╭──

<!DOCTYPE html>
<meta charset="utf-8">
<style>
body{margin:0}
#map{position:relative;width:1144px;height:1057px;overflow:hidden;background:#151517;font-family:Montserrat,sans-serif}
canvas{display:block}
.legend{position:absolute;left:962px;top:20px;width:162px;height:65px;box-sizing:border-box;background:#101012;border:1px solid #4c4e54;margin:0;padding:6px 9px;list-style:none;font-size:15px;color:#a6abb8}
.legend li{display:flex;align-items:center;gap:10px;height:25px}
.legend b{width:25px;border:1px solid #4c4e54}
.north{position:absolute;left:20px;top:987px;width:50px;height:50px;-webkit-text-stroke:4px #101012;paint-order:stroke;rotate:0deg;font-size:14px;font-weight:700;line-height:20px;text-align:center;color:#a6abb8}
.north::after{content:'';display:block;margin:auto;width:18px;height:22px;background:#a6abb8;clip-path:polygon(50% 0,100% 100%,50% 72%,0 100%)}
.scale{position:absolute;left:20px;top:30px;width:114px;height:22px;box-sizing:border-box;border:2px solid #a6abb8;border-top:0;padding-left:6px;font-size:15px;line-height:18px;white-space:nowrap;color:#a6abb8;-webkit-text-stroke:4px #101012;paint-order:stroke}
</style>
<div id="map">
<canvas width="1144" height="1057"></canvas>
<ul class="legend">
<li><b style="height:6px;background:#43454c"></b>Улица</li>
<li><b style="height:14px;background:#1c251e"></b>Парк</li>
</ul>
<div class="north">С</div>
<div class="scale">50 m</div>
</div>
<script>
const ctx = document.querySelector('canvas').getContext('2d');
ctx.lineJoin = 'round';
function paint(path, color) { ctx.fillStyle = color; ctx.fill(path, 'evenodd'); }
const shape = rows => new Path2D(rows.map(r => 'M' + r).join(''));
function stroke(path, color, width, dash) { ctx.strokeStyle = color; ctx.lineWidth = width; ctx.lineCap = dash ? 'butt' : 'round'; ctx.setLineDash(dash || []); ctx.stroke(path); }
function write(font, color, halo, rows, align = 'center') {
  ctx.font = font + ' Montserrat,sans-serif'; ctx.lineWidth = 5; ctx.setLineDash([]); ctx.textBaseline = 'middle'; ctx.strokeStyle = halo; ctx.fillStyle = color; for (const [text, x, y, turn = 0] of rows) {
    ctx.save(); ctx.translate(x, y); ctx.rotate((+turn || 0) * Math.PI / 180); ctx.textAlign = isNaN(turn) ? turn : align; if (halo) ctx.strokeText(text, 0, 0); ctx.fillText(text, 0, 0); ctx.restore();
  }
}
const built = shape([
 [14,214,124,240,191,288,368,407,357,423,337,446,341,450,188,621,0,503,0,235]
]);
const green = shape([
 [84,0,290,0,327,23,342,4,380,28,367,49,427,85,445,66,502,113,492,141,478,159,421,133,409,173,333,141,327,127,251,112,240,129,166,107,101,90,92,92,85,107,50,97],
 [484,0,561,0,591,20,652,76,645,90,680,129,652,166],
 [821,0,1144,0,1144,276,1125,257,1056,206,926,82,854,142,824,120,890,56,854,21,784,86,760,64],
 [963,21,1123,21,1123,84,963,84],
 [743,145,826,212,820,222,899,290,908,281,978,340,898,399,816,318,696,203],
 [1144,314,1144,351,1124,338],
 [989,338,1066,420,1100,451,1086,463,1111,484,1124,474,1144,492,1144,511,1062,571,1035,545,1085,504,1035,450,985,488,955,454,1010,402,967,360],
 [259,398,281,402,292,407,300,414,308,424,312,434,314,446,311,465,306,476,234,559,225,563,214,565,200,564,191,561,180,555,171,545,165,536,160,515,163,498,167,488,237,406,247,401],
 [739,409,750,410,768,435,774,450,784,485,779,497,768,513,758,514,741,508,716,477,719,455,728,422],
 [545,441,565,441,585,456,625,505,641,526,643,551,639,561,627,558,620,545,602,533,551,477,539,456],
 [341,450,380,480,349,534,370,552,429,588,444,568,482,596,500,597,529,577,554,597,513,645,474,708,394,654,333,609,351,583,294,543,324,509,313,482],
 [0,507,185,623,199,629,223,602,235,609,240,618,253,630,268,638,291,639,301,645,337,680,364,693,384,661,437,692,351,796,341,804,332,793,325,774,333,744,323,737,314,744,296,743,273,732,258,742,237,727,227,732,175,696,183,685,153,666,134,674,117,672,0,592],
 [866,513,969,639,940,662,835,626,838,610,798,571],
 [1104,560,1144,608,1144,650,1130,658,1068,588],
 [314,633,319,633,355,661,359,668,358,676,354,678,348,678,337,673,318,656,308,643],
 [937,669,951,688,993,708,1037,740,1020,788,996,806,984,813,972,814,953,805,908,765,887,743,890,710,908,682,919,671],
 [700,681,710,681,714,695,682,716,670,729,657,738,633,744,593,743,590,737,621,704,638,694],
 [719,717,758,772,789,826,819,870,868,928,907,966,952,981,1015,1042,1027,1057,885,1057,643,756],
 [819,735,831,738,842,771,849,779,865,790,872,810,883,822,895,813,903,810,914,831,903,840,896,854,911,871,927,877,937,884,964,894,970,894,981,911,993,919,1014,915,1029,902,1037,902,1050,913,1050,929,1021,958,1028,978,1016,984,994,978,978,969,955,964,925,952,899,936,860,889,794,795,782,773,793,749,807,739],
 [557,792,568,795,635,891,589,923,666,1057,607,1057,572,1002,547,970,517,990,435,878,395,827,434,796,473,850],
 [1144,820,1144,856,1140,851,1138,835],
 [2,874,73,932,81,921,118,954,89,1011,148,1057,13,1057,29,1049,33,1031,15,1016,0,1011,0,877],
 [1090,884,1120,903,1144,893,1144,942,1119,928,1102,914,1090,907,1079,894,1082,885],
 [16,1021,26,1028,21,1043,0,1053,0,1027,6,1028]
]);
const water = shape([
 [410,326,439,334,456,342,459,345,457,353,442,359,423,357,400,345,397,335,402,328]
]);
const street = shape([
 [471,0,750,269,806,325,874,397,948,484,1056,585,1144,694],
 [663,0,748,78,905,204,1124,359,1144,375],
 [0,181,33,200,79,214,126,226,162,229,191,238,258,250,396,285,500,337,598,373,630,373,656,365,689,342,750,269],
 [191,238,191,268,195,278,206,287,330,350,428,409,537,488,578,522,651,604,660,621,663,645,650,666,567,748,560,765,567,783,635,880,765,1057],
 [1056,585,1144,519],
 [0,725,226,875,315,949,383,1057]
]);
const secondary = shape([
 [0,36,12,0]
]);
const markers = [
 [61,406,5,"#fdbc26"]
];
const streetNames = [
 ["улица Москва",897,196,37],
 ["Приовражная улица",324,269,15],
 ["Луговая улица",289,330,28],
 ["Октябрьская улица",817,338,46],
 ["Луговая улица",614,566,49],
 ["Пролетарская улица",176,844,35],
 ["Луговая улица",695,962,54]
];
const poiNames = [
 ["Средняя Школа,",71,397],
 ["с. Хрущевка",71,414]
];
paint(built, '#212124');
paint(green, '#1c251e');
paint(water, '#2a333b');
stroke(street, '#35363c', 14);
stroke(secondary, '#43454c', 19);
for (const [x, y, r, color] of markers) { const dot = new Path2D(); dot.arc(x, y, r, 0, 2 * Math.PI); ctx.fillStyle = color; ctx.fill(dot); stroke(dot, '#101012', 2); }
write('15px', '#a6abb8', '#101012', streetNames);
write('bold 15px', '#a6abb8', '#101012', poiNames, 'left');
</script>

╰──

Whenever a line in the entries above includes the word "function", pull that line out.

→ **Problem solution**:
function paint(path, color) { ctx.fillStyle = color; ctx.fill(path, 'evenodd'); }
function stroke(path, color, width, dash) { ctx.strokeStyle = color; ctx.lineWidth = width; ctx.lineCap = dash ? 'butt' : 'round'; ctx.setLineDash(dash || []); ctx.stroke(path); }
function write(font, color, halo, rows, align = 'center') {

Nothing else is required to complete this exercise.